Technical analysis involves the analysis of past market data; primarily price and volume. Technical
analysis attempts to predict a future stock price or direction based on market trends. The
assumption is that the market follows discernible patterns and if these patterns can be identified
then a prediction can be made. The risk is that markets do not always follow patterns and relying
solely on this method may not work long term.
Cyclical analysis involved the analysis of business cycles to find favorable conditions for buying
and/or selling a security. Cyclical analysis assumes that the markets react in cyclical patterns
which, once identified, can be leveraged to provide performance. The risks with this strategy are
two-fold: 1) the markets do not always repeat cyclical patterns and 2) if too many investors begin
to implement this strategy, it changes the very cycles they are trying to take advantage of.
Investment Strategies and Risk of Loss
Long term trading is designed to capture market rates of both return and risk. Frequent trading,
when done, can affect investment performance, particularly through increased brokerage and
other transaction costs and taxes. With the use of complex products such as ETFs daily resets
are a factor to consider in long term trading. CIS monitors the impact of daily resets of the ETFs
in the correlation to the long term return of ETFs to the index the ETFs tracks. CIS only uses EFTs
that track an index on a one to one basis.

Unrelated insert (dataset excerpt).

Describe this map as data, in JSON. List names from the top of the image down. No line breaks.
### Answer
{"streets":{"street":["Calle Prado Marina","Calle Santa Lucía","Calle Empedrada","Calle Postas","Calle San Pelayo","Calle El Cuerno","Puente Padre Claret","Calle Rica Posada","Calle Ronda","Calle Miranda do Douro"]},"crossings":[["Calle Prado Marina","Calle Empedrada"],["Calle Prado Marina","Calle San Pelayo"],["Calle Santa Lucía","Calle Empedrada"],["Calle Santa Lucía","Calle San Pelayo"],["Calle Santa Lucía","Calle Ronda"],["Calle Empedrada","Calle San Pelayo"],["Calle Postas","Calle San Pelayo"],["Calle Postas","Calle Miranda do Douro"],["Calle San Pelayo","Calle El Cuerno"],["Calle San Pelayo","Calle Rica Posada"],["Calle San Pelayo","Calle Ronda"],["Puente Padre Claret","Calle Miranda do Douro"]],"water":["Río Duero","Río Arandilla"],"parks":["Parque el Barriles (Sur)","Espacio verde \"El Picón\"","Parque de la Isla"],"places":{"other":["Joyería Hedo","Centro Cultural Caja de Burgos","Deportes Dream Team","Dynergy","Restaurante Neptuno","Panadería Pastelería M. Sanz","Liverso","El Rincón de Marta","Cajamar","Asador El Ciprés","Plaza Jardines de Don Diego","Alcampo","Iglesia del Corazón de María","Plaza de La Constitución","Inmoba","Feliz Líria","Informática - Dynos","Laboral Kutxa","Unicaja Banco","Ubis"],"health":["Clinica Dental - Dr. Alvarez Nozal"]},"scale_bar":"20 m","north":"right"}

CIS does not use ETFs that are known as "doubles" or
"triples".
Short term trading, and options writing generally hold greater risk and clients should be aware
that there is a material risk of loss using any of those strategies.
Risks of Specific Securities Utilized
CIS generally seeks investment strategies that do not involve significant or unusual risk beyond
that of the general domestic and/or international equity markets. However, it may utilize options
writing and inverse ETFs which generally hold greater risk of capital loss and clients should be
aware that there is a material risk of loss using any of those strategies.
Mutual Funds: Investing in mutual funds carries the risk of capital loss. Mutual funds are not
guaranteed or insured by the FDIC or any other government agency. You can lose money investing
in mutual funds. All mutual funds have costs that lower investment returns. They can be of bond
“fixed income” nature (lower risk) or stock “equity” nature (mentioned above).
Equity investment generally refers to buying shares of stocks by an individual or firms in return
for receiving a future payment of dividends and capital gains if the value of the stock increases.
There is an innate risk involved when purchasing a stock that it may decrease in value and the
investment may incur a loss.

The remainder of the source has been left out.